Source records Start Marker

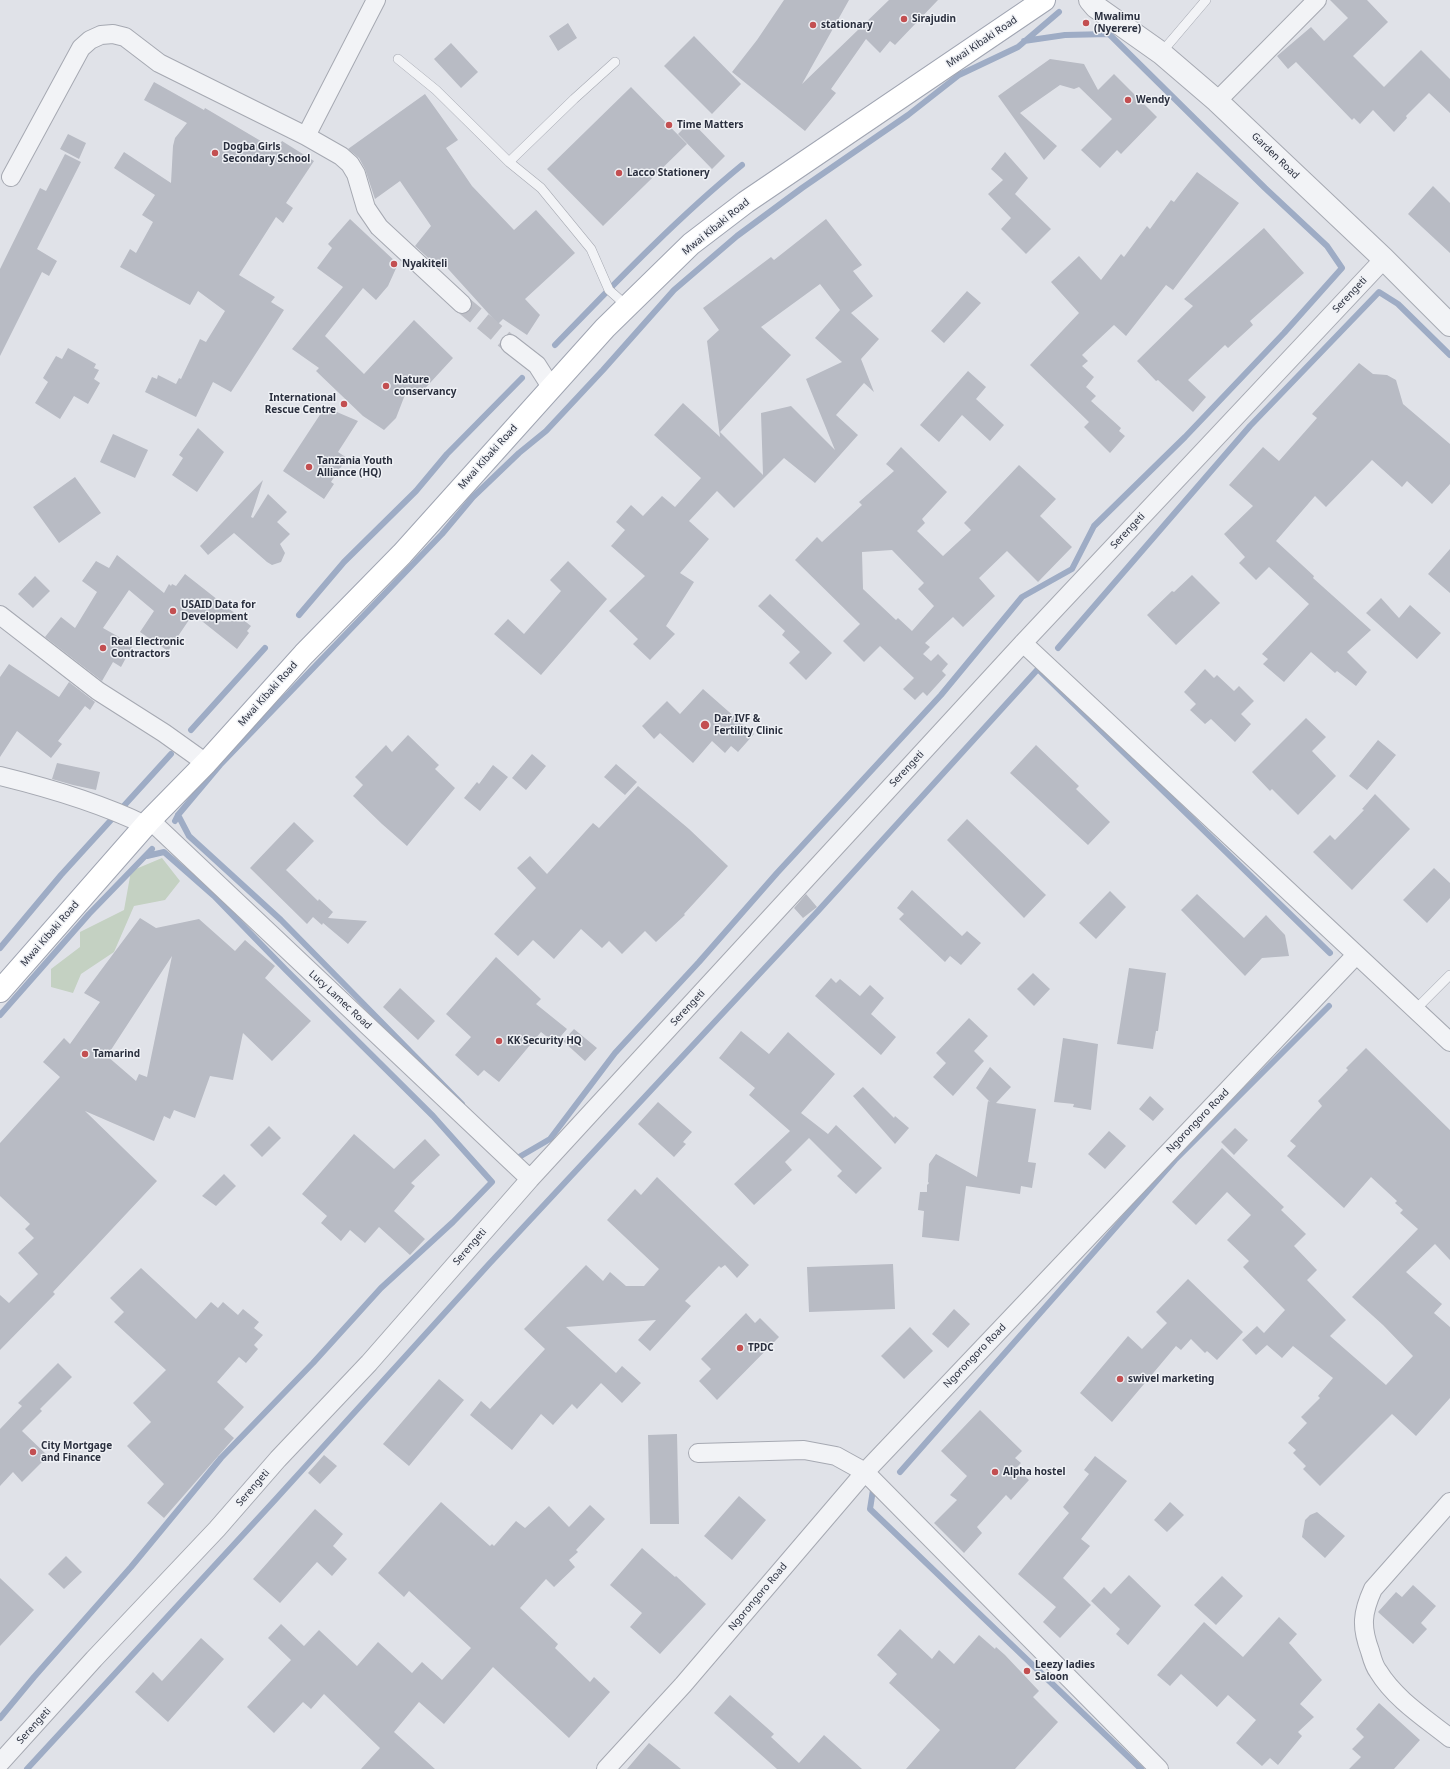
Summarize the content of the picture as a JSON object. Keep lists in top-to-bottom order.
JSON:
{
  "streets": {
    "main road": ["Mwai Kibaki Road"],
    "street": [
      "Garden Road",
      "Serengeti",
      "Lucy Lamec Road",
      "Ngorongoro Road"
    ]
  },
  "crossings": [
    ["Mwai Kibaki Road", "Lucy Lamec Road"],
    ["Garden Road", "Serengeti"],
    ["Serengeti", "Lucy Lamec Road"]
  ],
  "places": [
    "Sirajudin",
    "Mwalimu (Nyerere)",
    "stationary",
    "Wendy",
    "Time Matters",
    "Dogba Girls Secondary School",
    "Lacco Stationery",
    "Nyakiteli",
    "Nature conservancy",
    "International Rescue Centre",
    "Tanzania Youth Alliance (HQ)",
    "USAID Data for Development",
    "Real Electronic Contractors",
    "Dar IVF & Fertility Clinic",
    "KK Security HQ",
    "Tamarind",
    "TPDC",
    "swivel marketing",
    "City Mortgage and Finance",
    "Alpha hostel",
    "Leezy ladies Saloon"
  ]
}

Source records End Marker

Instructions for the task.
Each line in which the string "Mwai" is found must be copied from the data.

Answer to the exercise.
    "main road": ["Mwai Kibaki Road"],
    ["Mwai Kibaki Road", "Lucy Lamec Road"],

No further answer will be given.